In the opinion of Kamil Kłysiński of the OSH and authors of the study of the Analyst Group "Belarus-Ukraine-Region", the elections were of the nature of a "special operation"[19] or ‘specifications’[20]. It can be agreed that this was an event involving crucial forces and funds of the Belarusian State to make the undemocratic electoral process credible, which would, at least partially, reconstruct the legitimacy of Alaksandr Lukashenko as president of Belarus. However, the usage of the word ‘specification’ or ‘special operation’ in the analysis of this event appears to be an activity for growth.

Post-election perspectives

Further developments in Belarus and its immediate global environment are hard to predict. Nevertheless, the readers below will find a forecast for both the interior situation and the external neighbour of Poland.

With respect to Lukashenko herself, the analysis should be started with individual factors. On August 30 this year, Alaksandr Łukshenka will turn 71. Given the standards of Belarus, he has already exceeded the average life expectancy of a man (69.8 years). From the available materials it is clear that he no longer enjoys specified wellness as he enjoyed a fewer years ago. No uncertainty his wellness was affected by fear of physical safety during the 2020 events and, nevertheless bad it may sound, by directing further waves of repression.

Lukashenko is increasingly tense in her dealings with coworkers and his subordinate officials, and these are not just attempts to make an image in front of tv cameras. Moreover, over the years, the dominant autocreation of a "strong man" is becoming increasingly uncommon in the face of apparent overweight and prolonged wellness problems, among others, with advanced airways, which made it importantly hard for a politician to participate in regular duties. Lukashenko himself tried to minimize the ailments and unequivocally denied any reports of mediocre health. However, his comments may sometimes feel a sense of fear for the future.

As the seventh word of office itself is to be his last as president. The issue of consequences remains so open. Lukashenko clearly denied the thought that 1 of his sons could win him. In this context, the youngest Mikalaj ("Kola") was most frequently mentioned, but this year he is 21 years old, so he is 19 years short of constitutional passive electoral law in the election for president of the Republic. I'm certain your father doesn't have that much time. The president himself announces the choice of a successor from among the most capable officials. He will most likely personally point to him, leaving for example the position of president of the Bureau of the People's General Belarus Assembly.

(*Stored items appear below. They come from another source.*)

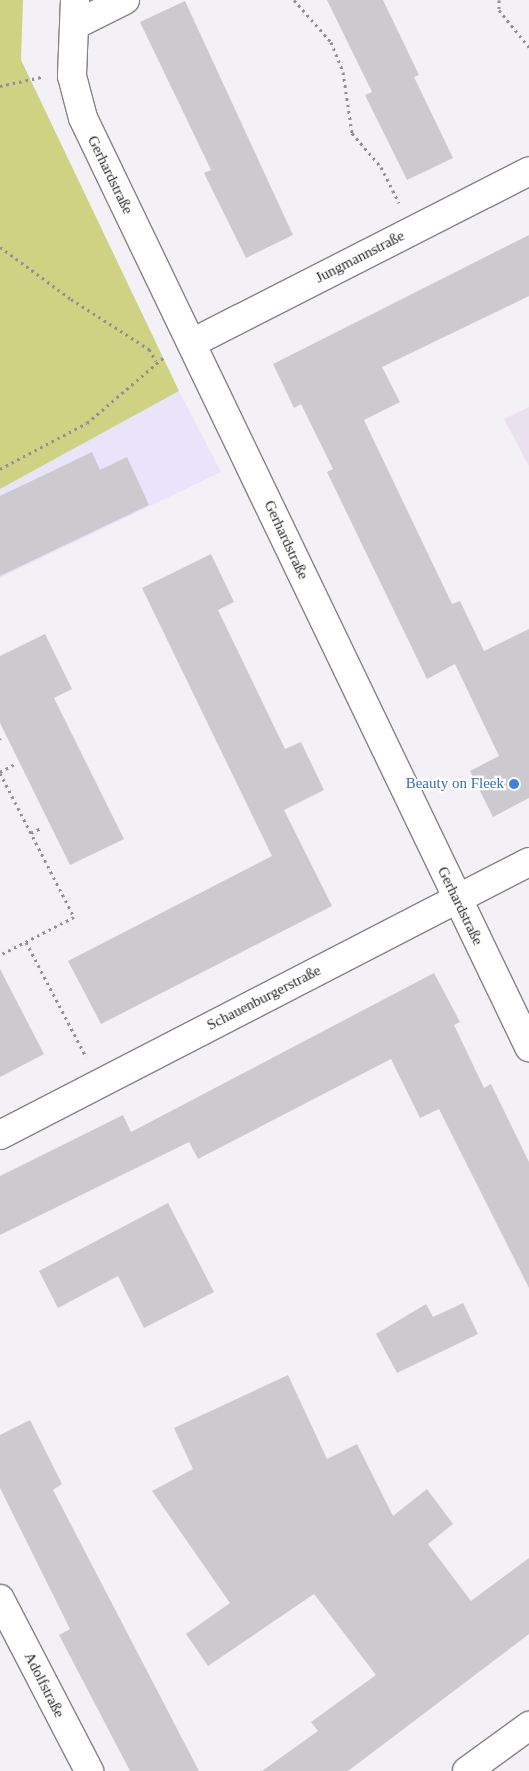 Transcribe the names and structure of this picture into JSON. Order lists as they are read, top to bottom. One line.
{"streets":{"street":["Gerhardstraße","Jungmannstraße","Schauenburgerstraße","Adolfstraße"]},"crossings":[["Gerhardstraße","Jungmannstraße"],["Gerhardstraße","Schauenburgerstraße"]],"places":["Beauty on Fleek"]} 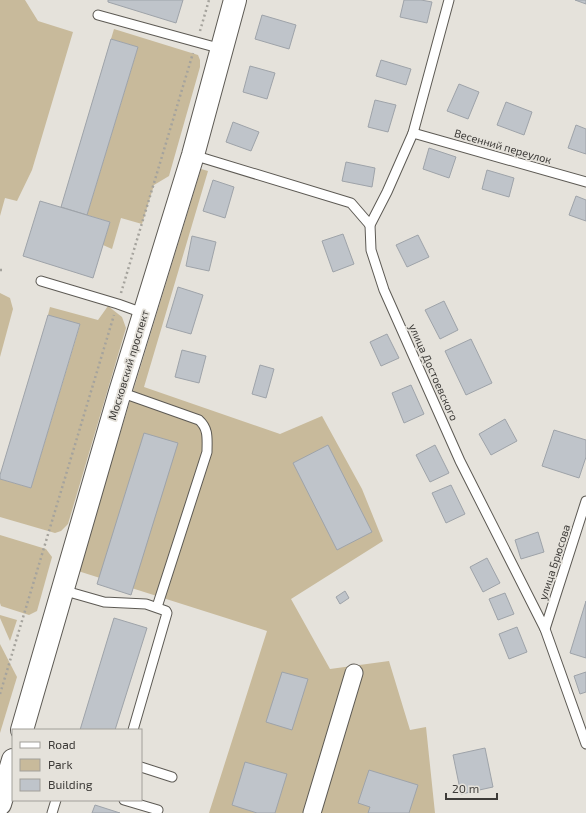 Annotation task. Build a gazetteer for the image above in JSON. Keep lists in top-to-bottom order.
{
  "streets": {
    "street": ["Московский проспект"],
    "lane": ["Весенний переулок", "улица Достоевского", "улица Брюсова"]
  },
  "crossings": [
    ["улица Достоевского", "улица Брюсова"]
  ],
  "legend": ["Road", "Park", "Building"],
  "scale_bar": "20 m"
}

The 2020 elections and subsequent repressive waves, as well as mass emigration, have exhausted the possible of Belarusian opposition. The society is dominated by passive individuals and focused on ensuring a adequate standard of surviving in an unfavourable economical environment. There is besides a group of active supporters of authorities who in de facto A non-ideoic government should be classified as conformists curious in building a career in state structures.

In this situation, anti-presidential protests or another forms of universal protest of the existing political order should not be expected in the close future. possibly the absence of protests and the inauguration of the fresh word of office for Lukashenko will be an excuse for utilizing the "carrot" society in the form of even partial relief of repression and dismissal of political prisoners. This can be done in the form of amnesty towards shorter sentences. In the case of the most crucial convicts, it is likely that a request for the application of the law of grace will be a condition of possible dismissal, and hence designation of Lukashenko's legitimacy as head of state. In order for this kind of action to happen, the new-old president must feel assured again in his position. 2 weeks since the election, that's what it is.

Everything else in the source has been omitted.